- **What is required**: Below are records. Count every line containing the word "stream" and give the number alone.

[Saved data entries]
▼
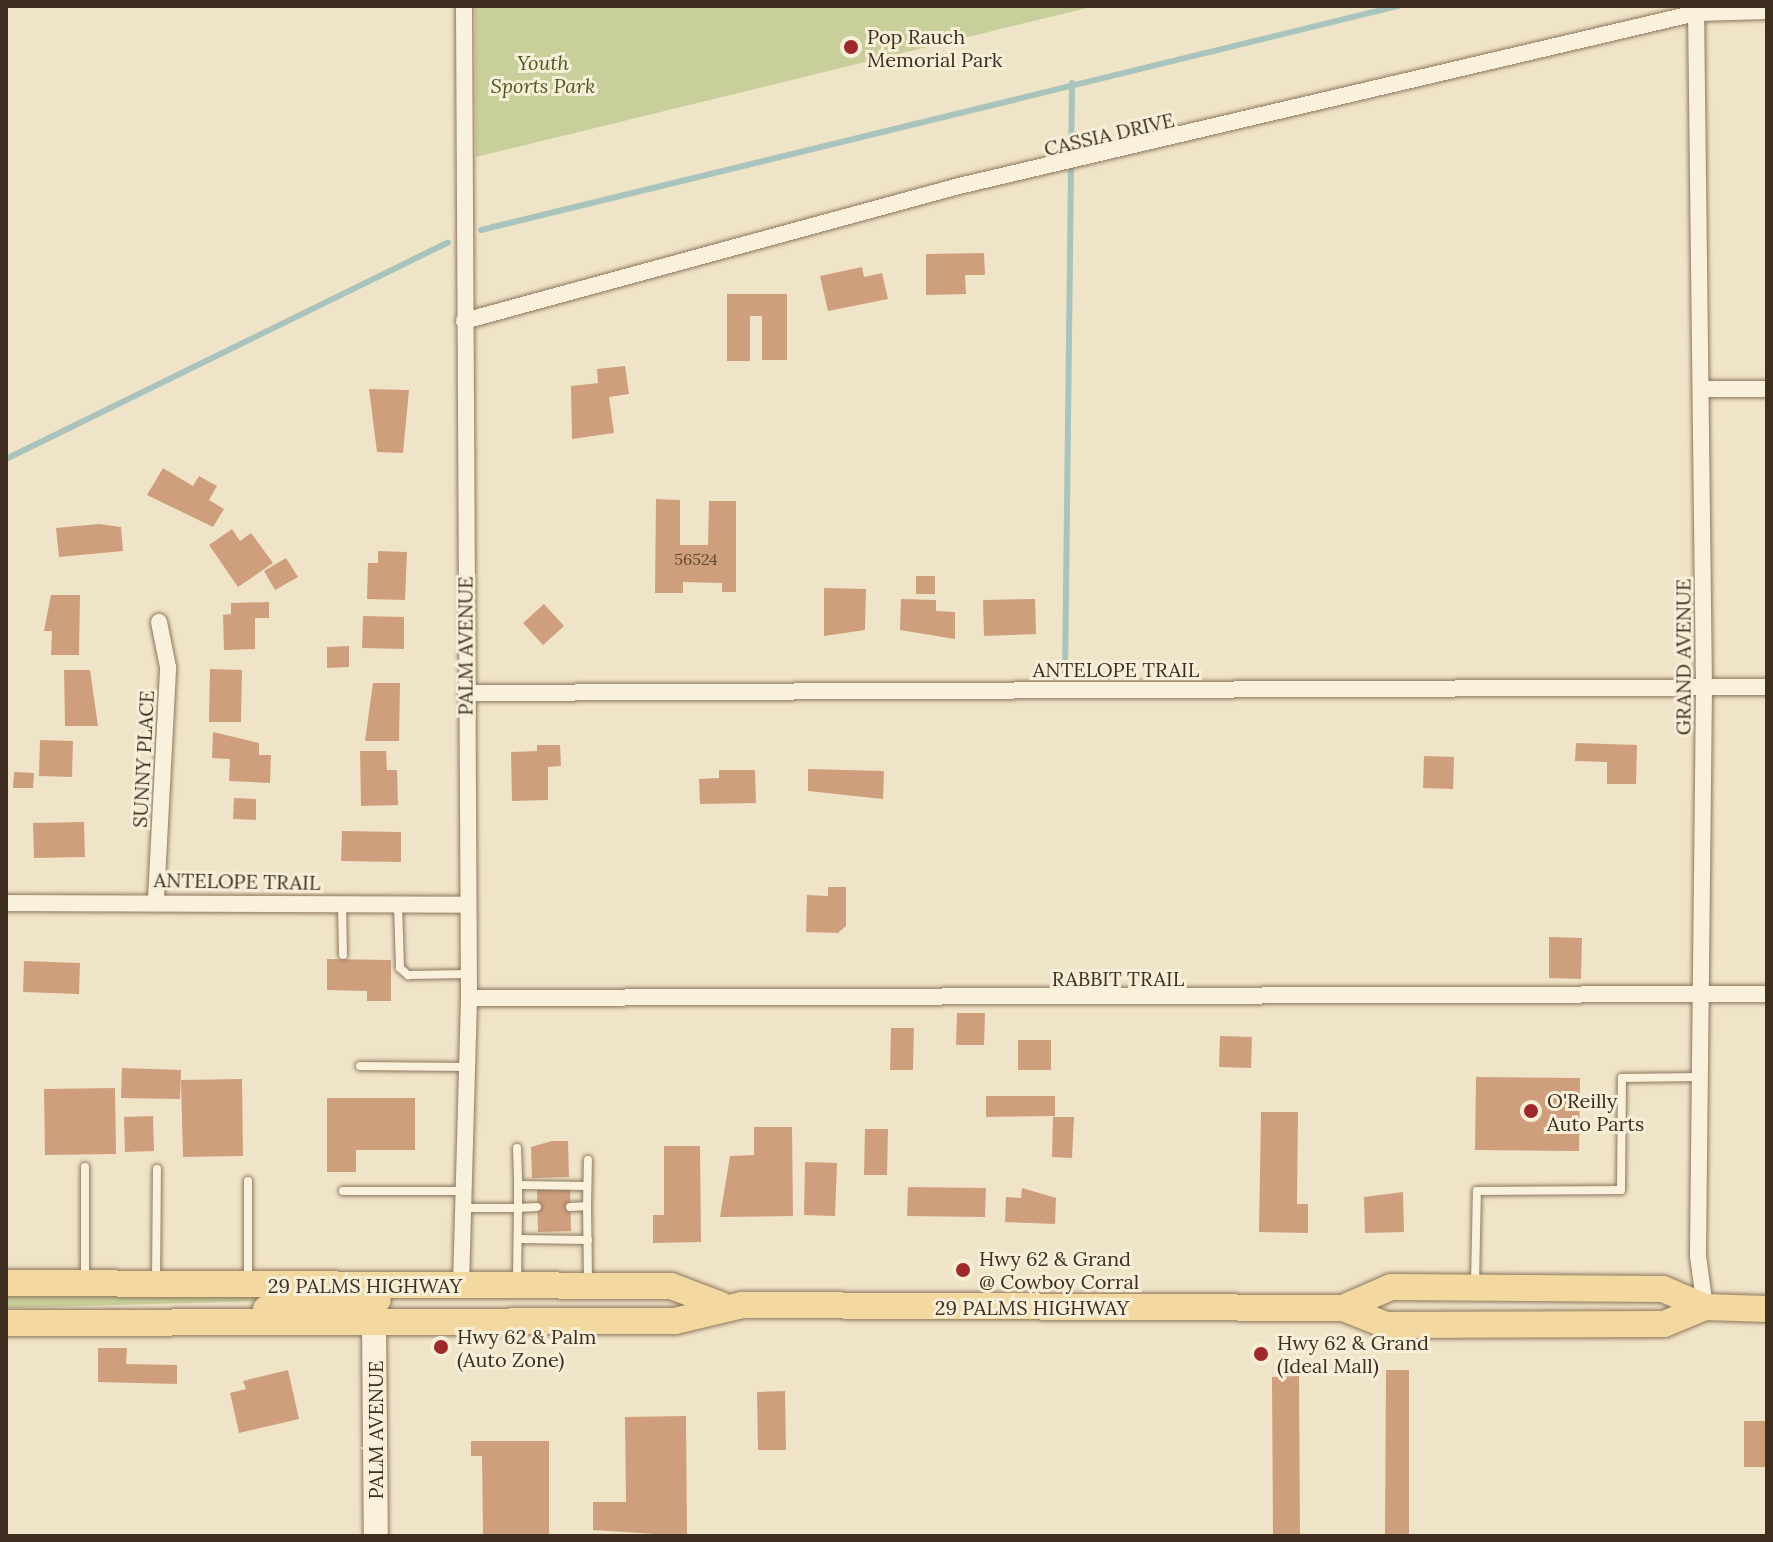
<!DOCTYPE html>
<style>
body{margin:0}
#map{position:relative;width:1773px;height:1542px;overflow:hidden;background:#f0e4c8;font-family:Lora,serif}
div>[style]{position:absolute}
.green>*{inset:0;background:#c9cf9b}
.stream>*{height:6px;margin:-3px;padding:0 3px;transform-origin:3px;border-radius:3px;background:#a9c4bc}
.building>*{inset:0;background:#cf9f7d}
.roads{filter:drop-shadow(0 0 2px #8d765c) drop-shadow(0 0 2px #8d765c)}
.lane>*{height:8px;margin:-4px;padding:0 4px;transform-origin:4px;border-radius:4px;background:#faf1dc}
.street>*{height:16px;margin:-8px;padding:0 8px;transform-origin:8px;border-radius:8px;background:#faf1dc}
.secondary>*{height:24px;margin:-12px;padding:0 12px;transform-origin:12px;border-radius:12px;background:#faf1dc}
.primary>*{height:26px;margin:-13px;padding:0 13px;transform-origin:13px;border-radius:13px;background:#f3d9a0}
.dots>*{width:22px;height:22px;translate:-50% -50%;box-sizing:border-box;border:4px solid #f7eed8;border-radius:50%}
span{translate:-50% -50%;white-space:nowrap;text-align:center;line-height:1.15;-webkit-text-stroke:6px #f7eed8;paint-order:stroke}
.number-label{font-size:16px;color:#624a37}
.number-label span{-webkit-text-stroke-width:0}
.poi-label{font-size:20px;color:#3d2e20}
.left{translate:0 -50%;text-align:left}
.park-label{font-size:20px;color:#4d5a26;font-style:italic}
.street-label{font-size:20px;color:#3d2e20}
.frame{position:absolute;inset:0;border:8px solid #3d2e20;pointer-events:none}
</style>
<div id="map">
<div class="green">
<div style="clip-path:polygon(475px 6px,1095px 6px,476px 157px)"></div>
<div style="clip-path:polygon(6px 1293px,412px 1297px,6px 1308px)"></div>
</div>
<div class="stream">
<div style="left:481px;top:230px;width:944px;rotate:-13.73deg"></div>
<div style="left:6px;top:459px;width:492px;rotate:-26.1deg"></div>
<div style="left:1065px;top:676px;width:593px;rotate:-89.32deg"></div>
</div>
<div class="building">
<div style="clip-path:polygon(984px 253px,985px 275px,965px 275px,966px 294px,926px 295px,926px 254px)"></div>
<div style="clip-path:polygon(862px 267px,864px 277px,882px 273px,888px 299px,828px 311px,820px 276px)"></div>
<div style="clip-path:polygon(727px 294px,787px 294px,787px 360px,762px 360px,762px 316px,750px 316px,750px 361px,727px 361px)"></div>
<div style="clip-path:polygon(625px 366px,629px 394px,609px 397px,614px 433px,572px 439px,571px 386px,598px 383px,597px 369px)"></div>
<div style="clip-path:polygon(369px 389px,409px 390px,403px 453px,377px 452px)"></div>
<div style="clip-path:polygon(163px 468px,193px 486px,199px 476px,217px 486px,209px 500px,224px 509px,213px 527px,147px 495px)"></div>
<div style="clip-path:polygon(656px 499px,680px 500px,680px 545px,708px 545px,709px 501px,736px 501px,736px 592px,722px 592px,722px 583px,683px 582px,683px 593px,655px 593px)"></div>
<div style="clip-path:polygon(99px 524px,121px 527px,123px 551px,59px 557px,56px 528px)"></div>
<div style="clip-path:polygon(232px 529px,240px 541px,251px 533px,273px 563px,238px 587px,209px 545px)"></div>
<div style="clip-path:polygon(378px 551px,407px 552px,405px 600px,367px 599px,368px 563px,378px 563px)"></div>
<div style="clip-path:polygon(286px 558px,298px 577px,275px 590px,264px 571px)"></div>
<div style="clip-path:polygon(916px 576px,935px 576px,935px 594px,916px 594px)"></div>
<div style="clip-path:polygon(824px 588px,866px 589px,865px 630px,824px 636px)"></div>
<div style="clip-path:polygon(51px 595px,80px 595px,79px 655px,51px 655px,52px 631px,44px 631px)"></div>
<div style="clip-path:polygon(901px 599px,936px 600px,936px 611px,955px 612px,955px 639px,900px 630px)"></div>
<div style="clip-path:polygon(1035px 599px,1036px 634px,984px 636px,983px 600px)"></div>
<div style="clip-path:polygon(269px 602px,269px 618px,255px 618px,255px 649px,224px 650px,223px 615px,231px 614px,231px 603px)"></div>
<div style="clip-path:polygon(544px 604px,564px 626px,543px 645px,523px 623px)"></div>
<div style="clip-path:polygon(363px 616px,404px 617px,404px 649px,362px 648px)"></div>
<div style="clip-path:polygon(349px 646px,349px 667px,327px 668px,327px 647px)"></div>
<div style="clip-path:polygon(210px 669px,242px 670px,241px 722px,209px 722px)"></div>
<div style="clip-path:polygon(64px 670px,90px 670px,98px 726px,65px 726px)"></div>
<div style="clip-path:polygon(373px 683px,400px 683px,399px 741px,365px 741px)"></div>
<div style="clip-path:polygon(213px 732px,259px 743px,259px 755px,271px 755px,270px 783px,229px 781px,230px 759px,212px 758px)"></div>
<div style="clip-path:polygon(40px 740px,73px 741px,72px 777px,39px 776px)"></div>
<div style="clip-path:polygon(1576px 743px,1637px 745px,1636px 784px,1607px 784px,1607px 762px,1575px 761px)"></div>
<div style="clip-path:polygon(537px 745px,560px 745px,561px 766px,548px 767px,548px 800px,512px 801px,511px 752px,537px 751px)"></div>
<div style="clip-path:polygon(360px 751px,386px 751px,387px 770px,397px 770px,398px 805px,361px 806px)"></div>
<div style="clip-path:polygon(1424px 756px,1454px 757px,1453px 789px,1423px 788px)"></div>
<div style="clip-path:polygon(808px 769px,884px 771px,883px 799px,808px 791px)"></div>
<div style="clip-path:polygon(719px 770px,755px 770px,756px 803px,700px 804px,699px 779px,719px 778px)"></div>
<div style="clip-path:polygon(14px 772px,34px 773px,33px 788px,13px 788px)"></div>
<div style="clip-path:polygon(234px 798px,256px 799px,256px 820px,233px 819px)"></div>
<div style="clip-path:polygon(84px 822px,85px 857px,34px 858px,33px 823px)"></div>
<div style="clip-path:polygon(342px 831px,401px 832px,401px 862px,341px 861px)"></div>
<div style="clip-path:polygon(828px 887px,846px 887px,846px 926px,838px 933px,806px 932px,807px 895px,828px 896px)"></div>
<div style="clip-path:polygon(1549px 937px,1582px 938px,1581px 979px,1549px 978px)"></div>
<div style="clip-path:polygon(327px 959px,391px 960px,391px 1001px,367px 1001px,367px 991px,327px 990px)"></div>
<div style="clip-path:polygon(24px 961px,80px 963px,79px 994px,23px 992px)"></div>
<div style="clip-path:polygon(957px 1013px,985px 1013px,984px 1045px,956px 1045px)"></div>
<div style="clip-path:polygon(891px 1028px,914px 1028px,913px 1070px,890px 1070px)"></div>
<div style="clip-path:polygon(1220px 1036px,1252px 1037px,1251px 1068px,1219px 1067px)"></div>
<div style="clip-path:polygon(1018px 1040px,1051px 1040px,1051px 1070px,1018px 1070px)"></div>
<div style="clip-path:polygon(122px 1068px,181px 1070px,180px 1099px,121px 1098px)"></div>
<div style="clip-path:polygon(1476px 1077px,1580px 1078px,1579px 1151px,1475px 1150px)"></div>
<div style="clip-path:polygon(242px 1079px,243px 1156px,183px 1157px,181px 1080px)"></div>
<div style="clip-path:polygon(115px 1088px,116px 1154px,45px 1155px,44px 1089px)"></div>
<div style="clip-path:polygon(986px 1096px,1055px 1096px,1055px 1116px,986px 1117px)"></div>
<div style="clip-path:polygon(327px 1098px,415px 1098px,415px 1150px,356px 1150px,356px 1172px,327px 1172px)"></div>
<div style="clip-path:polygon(1261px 1112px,1298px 1112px,1297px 1204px,1308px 1204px,1308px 1233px,1259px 1232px)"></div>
<div style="clip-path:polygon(153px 1116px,154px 1151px,125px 1152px,124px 1117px)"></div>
<div style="clip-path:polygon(1053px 1117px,1074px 1117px,1072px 1158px,1052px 1157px)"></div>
<div style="clip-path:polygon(754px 1127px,792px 1127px,793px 1216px,720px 1217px,730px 1156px,754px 1155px)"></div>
<div style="clip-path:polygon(865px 1129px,888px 1129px,887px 1175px,864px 1175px)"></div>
<div style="clip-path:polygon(552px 1141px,568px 1141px,569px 1177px,532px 1178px,531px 1147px)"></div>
<div style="clip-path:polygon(664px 1146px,700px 1146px,701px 1242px,653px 1243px,653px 1215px,664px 1215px)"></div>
<div style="clip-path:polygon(805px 1162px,837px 1163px,835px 1216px,804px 1215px)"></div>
<div style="clip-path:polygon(570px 1187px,571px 1231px,538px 1232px,537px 1188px)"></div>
<div style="clip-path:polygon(908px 1187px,986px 1188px,985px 1217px,907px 1216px)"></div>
<div style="clip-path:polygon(1022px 1188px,1056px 1198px,1055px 1224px,1005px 1222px,1006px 1197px,1021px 1198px)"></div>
<div style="clip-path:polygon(1403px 1192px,1404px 1232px,1365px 1233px,1364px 1197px)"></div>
<div style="clip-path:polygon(98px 1348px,127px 1348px,126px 1364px,177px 1365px,177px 1384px,98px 1382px)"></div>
<div style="clip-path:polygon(288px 1370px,299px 1419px,239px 1433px,230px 1393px,246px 1389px,243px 1381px)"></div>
<div style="clip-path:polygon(1386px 1370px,1409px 1370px,1409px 1536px,1385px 1536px)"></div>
<div style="clip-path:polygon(1299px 1376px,1300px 1536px,1273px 1536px,1272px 1377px)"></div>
<div style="clip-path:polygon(785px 1391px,786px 1450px,758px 1450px,757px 1392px)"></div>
<div style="clip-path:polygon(686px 1416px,687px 1536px,593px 1530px,593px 1502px,626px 1502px,625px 1417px)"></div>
<div style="clip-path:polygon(1744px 1421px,1767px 1421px,1767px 1467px,1744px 1467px)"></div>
<div style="clip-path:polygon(471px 1441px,549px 1441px,549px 1536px,483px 1536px,482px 1456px,471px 1456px)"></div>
</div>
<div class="roads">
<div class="lane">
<div style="left:342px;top:903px;width:52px;rotate:88.9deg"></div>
<div style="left:398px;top:904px;width:64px;rotate:88.2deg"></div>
<div style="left:400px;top:968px;width:11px;rotate:41deg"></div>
<div style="left:408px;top:975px;width:60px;rotate:-1deg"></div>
<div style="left:360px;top:1066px;width:106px;rotate:0.5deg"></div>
<div style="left:517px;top:1148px;width:37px;rotate:88deg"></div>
<div style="left:85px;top:1167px;width:111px;rotate:90deg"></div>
<div style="left:248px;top:1181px;width:99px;rotate:90deg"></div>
<div style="left:343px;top:1191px;width:122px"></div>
<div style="left:587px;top:1206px;width:46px;rotate:-88.8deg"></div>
<div style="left:537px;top:1207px;width:19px;rotate:177deg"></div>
<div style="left:518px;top:1208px;width:23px;rotate:-90deg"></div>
<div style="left:518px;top:1185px;width:69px;rotate:0.8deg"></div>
<div style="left:570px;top:1207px;width:17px;rotate:-3deg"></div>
<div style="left:587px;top:1206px;width:75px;rotate:89.2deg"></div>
<div style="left:465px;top:1208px;width:53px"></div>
<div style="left:518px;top:1208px;width:74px;rotate:90.8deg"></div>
<div style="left:518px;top:1239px;width:70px;rotate:0.8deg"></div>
<div style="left:156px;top:1280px;width:111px;rotate:-89.5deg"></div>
<div style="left:1475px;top:1283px;width:92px;rotate:-88.8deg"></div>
<div style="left:1477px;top:1191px;width:144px;rotate:-0.4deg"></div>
<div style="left:1621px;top:1190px;width:112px;rotate:-89.5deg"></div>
<div style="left:1622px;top:1078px;width:78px;rotate:-0.7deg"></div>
</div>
<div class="street">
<div style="left:1696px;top:6px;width:682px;rotate:89.33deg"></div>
<div style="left:1704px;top:688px;width:568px;rotate:90.61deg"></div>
<div style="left:1698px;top:1256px;width:51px;rotate:82.2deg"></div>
<div style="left:464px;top:321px;width:513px;rotate:-15.26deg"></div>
<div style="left:959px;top:186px;width:757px;rotate:-13.21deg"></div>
<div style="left:1696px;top:13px;width:71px;rotate:-1.6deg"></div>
<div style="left:1702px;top:389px;width:65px"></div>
<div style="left:466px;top:693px;width:1301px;rotate:-0.26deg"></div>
<div style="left:156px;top:899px;width:232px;rotate:-87deg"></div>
<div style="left:168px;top:667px;width:46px;rotate:-101.3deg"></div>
<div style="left:6px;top:903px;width:461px;rotate:0.2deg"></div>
<div style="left:469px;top:998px;width:1298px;rotate:-0.18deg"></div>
<div style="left:461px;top:1285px;width:287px;rotate:-88.4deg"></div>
<div style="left:469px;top:998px;width:992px;rotate:-90.29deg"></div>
</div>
<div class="secondary">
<div style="left:374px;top:1324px;width:212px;rotate:89.5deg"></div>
</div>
<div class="primary">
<div style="left:6px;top:1283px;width:665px;rotate:0.26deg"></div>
<div style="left:671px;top:1286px;width:53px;rotate:20.8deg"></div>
<div style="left:1343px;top:1308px;width:52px;rotate:-23.6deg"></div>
<div style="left:1391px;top:1287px;width:272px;rotate:0.4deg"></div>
<div style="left:1663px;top:1289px;width:46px;rotate:23.2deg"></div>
<div style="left:1705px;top:1307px;width:62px;rotate:1.8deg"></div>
<div style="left:266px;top:1309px;width:112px;rotate:-4.6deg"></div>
<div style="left:6px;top:1323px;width:669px;rotate:-0.17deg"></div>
<div style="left:675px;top:1321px;width:69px;rotate:-13.4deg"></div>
<div style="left:742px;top:1305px;width:601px;rotate:0.29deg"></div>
<div style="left:1343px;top:1308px;width:46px;rotate:21.6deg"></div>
<div style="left:1386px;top:1325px;width:278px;rotate:-0.2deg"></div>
<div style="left:1664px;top:1324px;width:44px;rotate:-22.5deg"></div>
</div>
</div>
<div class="dots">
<div style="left:851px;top:47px;background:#9e2a2b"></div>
<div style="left:1531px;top:1111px;background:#9e2a2b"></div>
<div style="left:963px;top:1270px;background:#9e2a2b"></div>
<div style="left:441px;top:1347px;background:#9e2a2b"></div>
<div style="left:1261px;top:1354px;background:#9e2a2b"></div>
</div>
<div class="number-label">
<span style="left:696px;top:559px">56524</span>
</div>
<div class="poi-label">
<span class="left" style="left:867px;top:48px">Pop Rauch<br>Memorial Park</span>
<span class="left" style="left:1547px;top:1112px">O'Reilly<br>Auto Parts</span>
<span class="left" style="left:979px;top:1270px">Hwy 62 &amp; Grand<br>@ Cowboy Corral</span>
<span class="left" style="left:457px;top:1348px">Hwy 62 &amp; Palm<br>(Auto Zone)</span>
<span class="left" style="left:1277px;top:1354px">Hwy 62 &amp; Grand<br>(Ideal Mall)</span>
</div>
<div class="park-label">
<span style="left:543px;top:74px">Youth<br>Sports Park</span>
</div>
<div class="street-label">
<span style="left:1109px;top:134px;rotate:-13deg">CASSIA DRIVE</span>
<span style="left:465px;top:646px;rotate:-90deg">PALM AVENUE</span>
<span style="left:1683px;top:657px;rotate:-90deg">GRAND AVENUE</span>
<span style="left:1116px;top:669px">ANTELOPE TRAIL</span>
<span style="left:143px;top:759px;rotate:-87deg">SUNNY PLACE</span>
<span style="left:237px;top:881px;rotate:1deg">ANTELOPE TRAIL</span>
<span style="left:1118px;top:978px">RABBIT TRAIL</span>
<span style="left:365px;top:1285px">29 PALMS HIGHWAY</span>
<span style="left:1032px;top:1307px">29 PALMS HIGHWAY</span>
<span style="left:375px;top:1430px;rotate:-90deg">PALM AVENUE</span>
</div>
<div class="frame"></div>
</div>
▲
- **Your solution**: 2